By hand, I started by replacing the 4th equation in the 2nd equation.
Then, I replaced the 3rd equation, also in the 2nd equation, and I solved for \(\displaystyle{I_{E}}\).
I'm not going to type here all the steps in Latex because that would take too much time but I got 1.406mA for \(\displaystyle{I_{E}}\). @Jony130 got 1.8mA. Not sure my result is correct or if 0.4mA is a considerable difference.

Anyway, I'll uploda 2 pictures of all the steps I took.
Warning: This might not be suitable for people with heart rate conditions (I'm joking, of course).

 

I got 1.406mA for \(\displaystyle{I_{E}}\). @Jony130 got 1.8mA. Not sure my result is correct or if 0.4mA is a considerable difference.

Perhaps you are interested in the reason for this difference.
The reason is in your design which is a bad one. Let me explain:
Normally, the resistive voltage divider at the base is selected to be as low-resistive as possible because each good design should provide the required base voltage - independend on the pretty large tolerances of the current gain B (resp. beta).
(Rule of thumb: The base current should be max. 10% of the current through the divider chain).
The lower limit for both resistors is set by the allowed power consumption as well as the input resistance of the whole stage.

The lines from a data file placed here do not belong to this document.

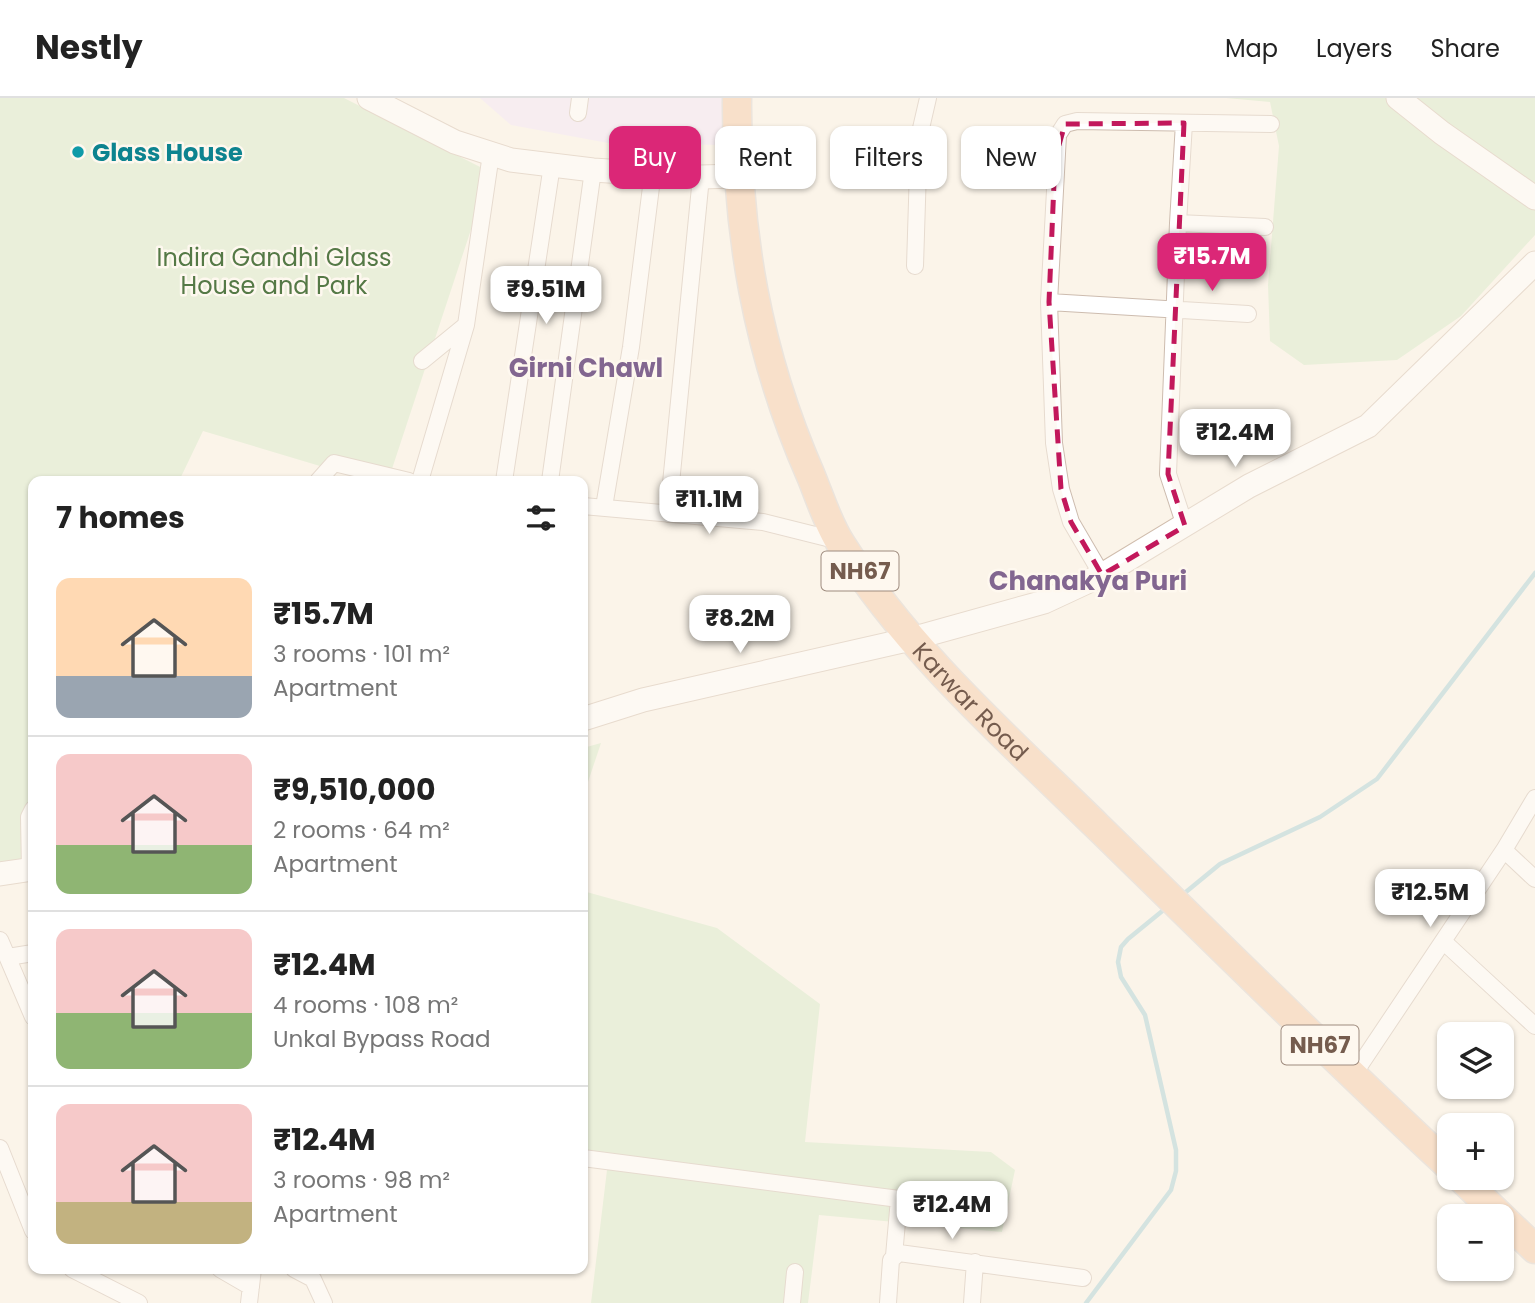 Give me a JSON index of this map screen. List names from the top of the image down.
{
  "streets": {
    "highway": ["NH67", "Karwar Road"]
  },
  "districts": ["Girni Chawl", "Chanakya Puri"],
  "parks": ["Indira Gandhi Glass House and Park"],
  "places": ["Glass House"],
  "page": {
    "header": "Nestly",
    "nav": ["Map", "Layers", "Share"],
    "chip": [
      "Buy",
      "Rent",
      "Filters",
      "New"
    ],
    "price": [
      "₹15.7M",
      "₹9.51M",
      "₹12.4M",
      "₹11.1M",
      "₹8.2M",
      "₹12.5M",
      "₹12.4M"
    ],
    "heading": "7 homes",
    "list": [
      {
        "name": "₹15.7M",
        "note": "3 rooms · 101 m² · Apartment"
      },
      {
        "name": "₹9,510,000",
        "note": "2 rooms · 64 m² · Apartment"
      },
      {
        "name": "₹12.4M",
        "note": "4 rooms · 108 m² · Unkal Bypass Road"
      },
      {
        "name": "₹12.4M",
        "note": "3 rooms · 98 m² · Apartment"
      }
    ],
    "map_buttons": ["+", "−"]
  }
}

In your design, we see two resistors - each of 1 MegOhm.
As a result, the voltage at the base is strongly dependent on the base current which is different for the various transistors.
Example: I have simulated your circuit with the given values and a BC108 macro model.
The emitter current was 1.59mA.
For a better design with a low-resistive voltage divider and a suitable emitter resistor you will have an emitter current which will be much less dependent on the selected transistor type.